* _WHAT THE TASK REQUIRES_:
Scan the material and copy every line in which "arrow" appears.

_ _ _ _ _

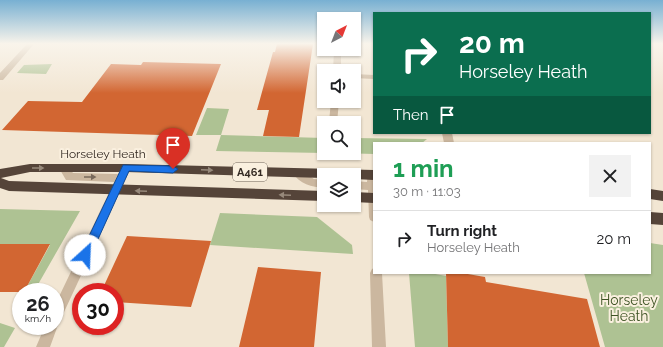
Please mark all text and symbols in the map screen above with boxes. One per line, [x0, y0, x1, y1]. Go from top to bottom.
north arrow [317, 12, 361, 56]
map controls [317, 12, 361, 212]
text: 20 m [459, 27, 525, 60]
icon: right [393, 28, 445, 80]
text: Horseley Heath [459, 61, 587, 82]
button: sound [317, 64, 361, 108]
icon: arrive [436, 104, 458, 126]
text: Then [393, 106, 428, 124]
button: search [317, 116, 361, 160]
pin [156, 128, 190, 169]
icon: arrive [162, 134, 184, 156]
street label: Horseley Heath [60, 147, 146, 161]
text: 1 min [393, 154, 454, 183]
button: close [589, 155, 631, 197]
road number: A461 [233, 163, 267, 181]
one-way arrow [32, 165, 45, 171]
one-way arrow [201, 167, 213, 174]
button: layers [317, 168, 361, 212]
one-way arrow [84, 174, 97, 180]
text: 30 m · 11:03 [393, 184, 461, 199]
one-way arrow [135, 188, 147, 195]
one-way arrow [278, 192, 291, 198]
text: Turn right [427, 222, 497, 240]
icon: right [393, 228, 415, 250]
text: 20 m [596, 230, 631, 248]
position arrow [64, 234, 106, 276]
text: Horseley Heath [427, 240, 520, 255]
speed limit sign: 30 [72, 283, 124, 335]
text: 26 [26, 292, 50, 316]
park label: Horseley Heath [600, 292, 658, 324]
text: km/h [25, 313, 51, 324]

_ _ _ _ _

* _OUTPUT FOR THIS EXERCISE_:
north arrow [317, 12, 361, 56]
one-way arrow [32, 165, 45, 171]
one-way arrow [201, 167, 213, 174]
one-way arrow [84, 174, 97, 180]
one-way arrow [135, 188, 147, 195]
one-way arrow [278, 192, 291, 198]
position arrow [64, 234, 106, 276]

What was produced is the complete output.